WHAT THE TASK ASKS: Go through the entries below and collect each line with the string "linecap" in it.

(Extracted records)
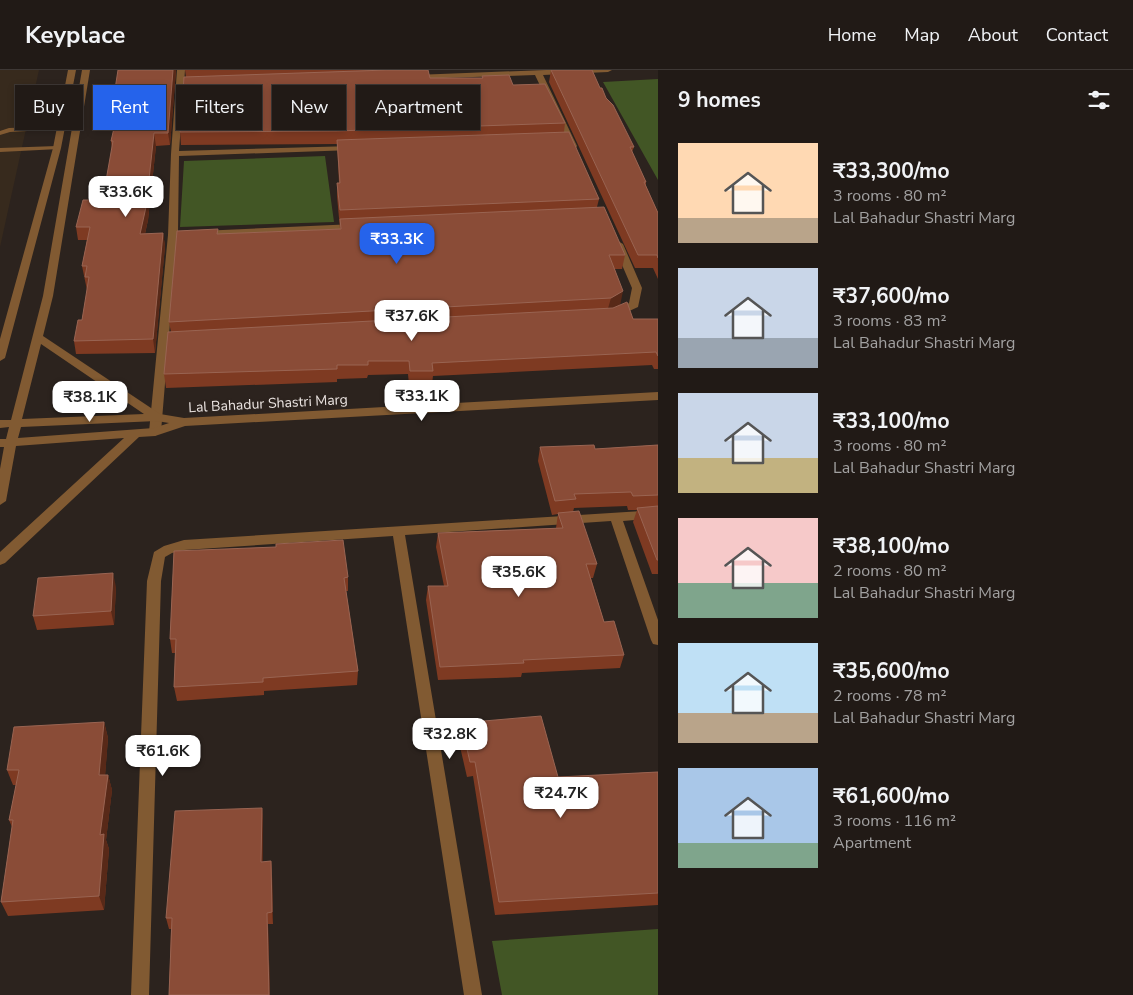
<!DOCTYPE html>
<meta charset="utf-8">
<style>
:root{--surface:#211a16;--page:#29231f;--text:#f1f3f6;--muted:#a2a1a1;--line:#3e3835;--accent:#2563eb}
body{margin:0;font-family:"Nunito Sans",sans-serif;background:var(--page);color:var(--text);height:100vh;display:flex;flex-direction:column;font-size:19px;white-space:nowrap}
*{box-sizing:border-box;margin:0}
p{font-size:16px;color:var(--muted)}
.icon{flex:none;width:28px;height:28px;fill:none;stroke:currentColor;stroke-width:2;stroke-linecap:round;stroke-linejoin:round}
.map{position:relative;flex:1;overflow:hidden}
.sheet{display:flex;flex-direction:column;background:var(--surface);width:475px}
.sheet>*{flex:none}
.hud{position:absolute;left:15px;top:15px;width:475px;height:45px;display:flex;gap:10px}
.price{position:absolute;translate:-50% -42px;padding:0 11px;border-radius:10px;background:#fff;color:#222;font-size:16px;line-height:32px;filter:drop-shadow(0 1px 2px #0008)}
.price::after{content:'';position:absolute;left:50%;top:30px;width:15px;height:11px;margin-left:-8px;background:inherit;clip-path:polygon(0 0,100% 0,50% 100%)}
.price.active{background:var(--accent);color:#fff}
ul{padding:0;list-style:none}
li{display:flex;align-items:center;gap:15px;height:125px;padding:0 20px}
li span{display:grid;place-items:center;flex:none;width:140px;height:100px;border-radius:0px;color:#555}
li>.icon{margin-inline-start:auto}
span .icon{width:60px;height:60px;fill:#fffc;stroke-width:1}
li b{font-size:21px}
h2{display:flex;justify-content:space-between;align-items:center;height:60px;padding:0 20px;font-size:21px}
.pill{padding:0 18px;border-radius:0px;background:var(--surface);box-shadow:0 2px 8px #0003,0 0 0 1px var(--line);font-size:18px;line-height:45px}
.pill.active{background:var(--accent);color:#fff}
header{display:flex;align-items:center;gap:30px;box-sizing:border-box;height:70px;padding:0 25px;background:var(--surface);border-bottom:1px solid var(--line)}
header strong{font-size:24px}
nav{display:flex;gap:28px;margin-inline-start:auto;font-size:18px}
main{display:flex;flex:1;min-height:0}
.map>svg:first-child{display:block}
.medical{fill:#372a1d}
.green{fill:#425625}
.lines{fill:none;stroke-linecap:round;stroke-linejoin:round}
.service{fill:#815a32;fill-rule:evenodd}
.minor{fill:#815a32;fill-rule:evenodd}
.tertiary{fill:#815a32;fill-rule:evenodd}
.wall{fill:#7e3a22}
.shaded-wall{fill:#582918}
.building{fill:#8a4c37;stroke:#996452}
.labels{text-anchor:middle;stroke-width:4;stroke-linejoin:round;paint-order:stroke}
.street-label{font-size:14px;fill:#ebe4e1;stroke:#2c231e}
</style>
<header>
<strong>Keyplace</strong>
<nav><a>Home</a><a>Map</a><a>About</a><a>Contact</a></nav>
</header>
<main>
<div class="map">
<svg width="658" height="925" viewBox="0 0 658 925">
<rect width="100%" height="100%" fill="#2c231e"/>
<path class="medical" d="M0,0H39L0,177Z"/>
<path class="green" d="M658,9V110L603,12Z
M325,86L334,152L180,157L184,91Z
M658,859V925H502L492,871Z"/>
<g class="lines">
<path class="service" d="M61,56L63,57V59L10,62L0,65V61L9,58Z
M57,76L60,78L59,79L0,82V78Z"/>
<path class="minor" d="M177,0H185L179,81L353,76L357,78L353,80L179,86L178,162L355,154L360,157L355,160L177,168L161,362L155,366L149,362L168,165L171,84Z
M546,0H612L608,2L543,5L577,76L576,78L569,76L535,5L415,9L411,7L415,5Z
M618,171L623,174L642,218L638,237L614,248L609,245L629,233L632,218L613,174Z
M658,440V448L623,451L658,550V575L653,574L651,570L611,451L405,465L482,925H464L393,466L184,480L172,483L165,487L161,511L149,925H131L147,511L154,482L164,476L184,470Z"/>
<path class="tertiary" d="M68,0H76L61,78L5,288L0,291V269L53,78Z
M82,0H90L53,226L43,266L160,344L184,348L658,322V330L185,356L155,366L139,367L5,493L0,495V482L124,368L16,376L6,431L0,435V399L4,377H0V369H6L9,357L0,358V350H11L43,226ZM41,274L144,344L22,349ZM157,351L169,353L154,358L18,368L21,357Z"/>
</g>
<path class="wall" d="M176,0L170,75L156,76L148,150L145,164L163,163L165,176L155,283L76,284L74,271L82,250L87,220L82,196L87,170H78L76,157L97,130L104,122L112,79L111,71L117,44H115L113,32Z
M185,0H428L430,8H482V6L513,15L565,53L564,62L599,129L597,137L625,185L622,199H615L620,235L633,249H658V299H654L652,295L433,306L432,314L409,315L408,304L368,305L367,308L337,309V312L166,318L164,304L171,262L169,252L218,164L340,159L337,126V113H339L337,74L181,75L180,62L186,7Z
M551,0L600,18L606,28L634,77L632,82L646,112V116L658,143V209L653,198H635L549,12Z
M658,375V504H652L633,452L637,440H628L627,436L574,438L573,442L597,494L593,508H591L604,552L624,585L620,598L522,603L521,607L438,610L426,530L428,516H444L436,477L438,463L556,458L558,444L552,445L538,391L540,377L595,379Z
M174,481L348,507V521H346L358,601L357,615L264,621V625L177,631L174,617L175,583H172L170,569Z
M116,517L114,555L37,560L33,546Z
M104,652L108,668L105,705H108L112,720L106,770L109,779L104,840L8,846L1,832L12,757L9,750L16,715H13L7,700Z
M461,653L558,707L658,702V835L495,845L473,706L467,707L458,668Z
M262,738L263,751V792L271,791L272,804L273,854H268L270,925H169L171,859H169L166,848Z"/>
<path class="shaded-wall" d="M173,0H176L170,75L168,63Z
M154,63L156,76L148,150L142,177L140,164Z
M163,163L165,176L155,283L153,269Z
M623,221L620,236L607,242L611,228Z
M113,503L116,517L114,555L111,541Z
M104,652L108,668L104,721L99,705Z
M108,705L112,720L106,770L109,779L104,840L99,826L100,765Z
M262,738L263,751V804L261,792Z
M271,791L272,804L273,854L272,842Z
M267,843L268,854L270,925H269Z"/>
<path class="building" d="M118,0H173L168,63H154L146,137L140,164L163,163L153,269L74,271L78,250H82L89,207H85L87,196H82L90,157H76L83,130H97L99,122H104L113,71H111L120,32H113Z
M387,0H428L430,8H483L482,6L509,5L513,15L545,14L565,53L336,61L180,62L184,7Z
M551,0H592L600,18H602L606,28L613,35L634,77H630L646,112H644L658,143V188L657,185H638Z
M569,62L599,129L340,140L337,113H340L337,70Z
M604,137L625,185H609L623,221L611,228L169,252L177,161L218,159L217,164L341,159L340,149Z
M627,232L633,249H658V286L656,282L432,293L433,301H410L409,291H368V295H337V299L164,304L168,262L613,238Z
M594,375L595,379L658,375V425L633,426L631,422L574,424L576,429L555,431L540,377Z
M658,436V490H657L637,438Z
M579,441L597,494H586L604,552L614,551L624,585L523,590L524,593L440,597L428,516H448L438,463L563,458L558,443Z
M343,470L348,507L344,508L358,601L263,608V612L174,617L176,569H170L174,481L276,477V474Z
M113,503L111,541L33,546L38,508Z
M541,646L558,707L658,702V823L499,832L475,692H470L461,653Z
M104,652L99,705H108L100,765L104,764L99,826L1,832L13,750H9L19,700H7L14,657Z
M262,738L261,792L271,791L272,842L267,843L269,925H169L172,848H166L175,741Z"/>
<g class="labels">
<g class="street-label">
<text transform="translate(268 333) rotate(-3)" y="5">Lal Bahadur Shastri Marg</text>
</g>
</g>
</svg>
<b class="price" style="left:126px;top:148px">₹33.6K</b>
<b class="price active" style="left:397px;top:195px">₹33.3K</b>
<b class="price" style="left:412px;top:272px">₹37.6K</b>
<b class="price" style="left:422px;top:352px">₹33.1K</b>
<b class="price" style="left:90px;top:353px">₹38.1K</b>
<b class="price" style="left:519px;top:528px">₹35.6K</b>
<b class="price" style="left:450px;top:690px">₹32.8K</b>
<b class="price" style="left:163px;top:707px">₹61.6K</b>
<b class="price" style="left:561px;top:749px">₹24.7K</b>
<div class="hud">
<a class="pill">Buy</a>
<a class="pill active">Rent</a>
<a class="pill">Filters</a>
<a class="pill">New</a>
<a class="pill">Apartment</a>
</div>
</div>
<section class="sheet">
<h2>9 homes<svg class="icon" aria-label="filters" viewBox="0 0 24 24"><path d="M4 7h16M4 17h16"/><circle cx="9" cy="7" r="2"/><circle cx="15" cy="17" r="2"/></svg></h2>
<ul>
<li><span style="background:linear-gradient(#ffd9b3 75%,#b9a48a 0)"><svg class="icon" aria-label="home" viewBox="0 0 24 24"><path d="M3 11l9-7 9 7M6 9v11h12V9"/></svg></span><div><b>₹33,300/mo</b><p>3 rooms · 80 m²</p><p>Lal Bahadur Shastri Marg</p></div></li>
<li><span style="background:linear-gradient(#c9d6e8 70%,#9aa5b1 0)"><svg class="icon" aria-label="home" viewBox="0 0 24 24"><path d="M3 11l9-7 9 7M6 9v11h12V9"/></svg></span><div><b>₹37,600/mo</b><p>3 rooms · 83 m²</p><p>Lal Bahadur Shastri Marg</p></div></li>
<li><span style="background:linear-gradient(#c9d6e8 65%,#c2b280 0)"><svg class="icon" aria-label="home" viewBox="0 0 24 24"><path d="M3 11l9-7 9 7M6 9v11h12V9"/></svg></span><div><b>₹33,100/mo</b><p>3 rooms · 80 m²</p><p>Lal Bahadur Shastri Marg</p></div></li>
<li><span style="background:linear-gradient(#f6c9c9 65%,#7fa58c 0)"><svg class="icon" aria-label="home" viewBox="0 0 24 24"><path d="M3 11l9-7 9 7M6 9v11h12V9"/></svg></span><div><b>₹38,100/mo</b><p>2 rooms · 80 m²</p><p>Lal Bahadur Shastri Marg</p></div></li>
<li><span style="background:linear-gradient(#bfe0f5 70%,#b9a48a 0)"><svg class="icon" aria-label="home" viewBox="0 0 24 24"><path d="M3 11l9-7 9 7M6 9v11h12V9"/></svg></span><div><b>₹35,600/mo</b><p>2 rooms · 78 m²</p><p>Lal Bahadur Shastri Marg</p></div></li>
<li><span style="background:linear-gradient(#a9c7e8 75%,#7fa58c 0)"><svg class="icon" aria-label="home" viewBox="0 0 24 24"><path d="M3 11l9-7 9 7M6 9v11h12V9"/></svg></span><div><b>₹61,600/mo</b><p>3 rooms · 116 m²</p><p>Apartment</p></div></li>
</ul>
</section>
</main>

TASK OUTPUT:
.icon{flex:none;width:28px;height:28px;fill:none;stroke:currentColor;stroke-width:2;stroke-linecap:round;stroke-linejoin:round}
.lines{fill:none;stroke-linecap:round;stroke-linejoin:round}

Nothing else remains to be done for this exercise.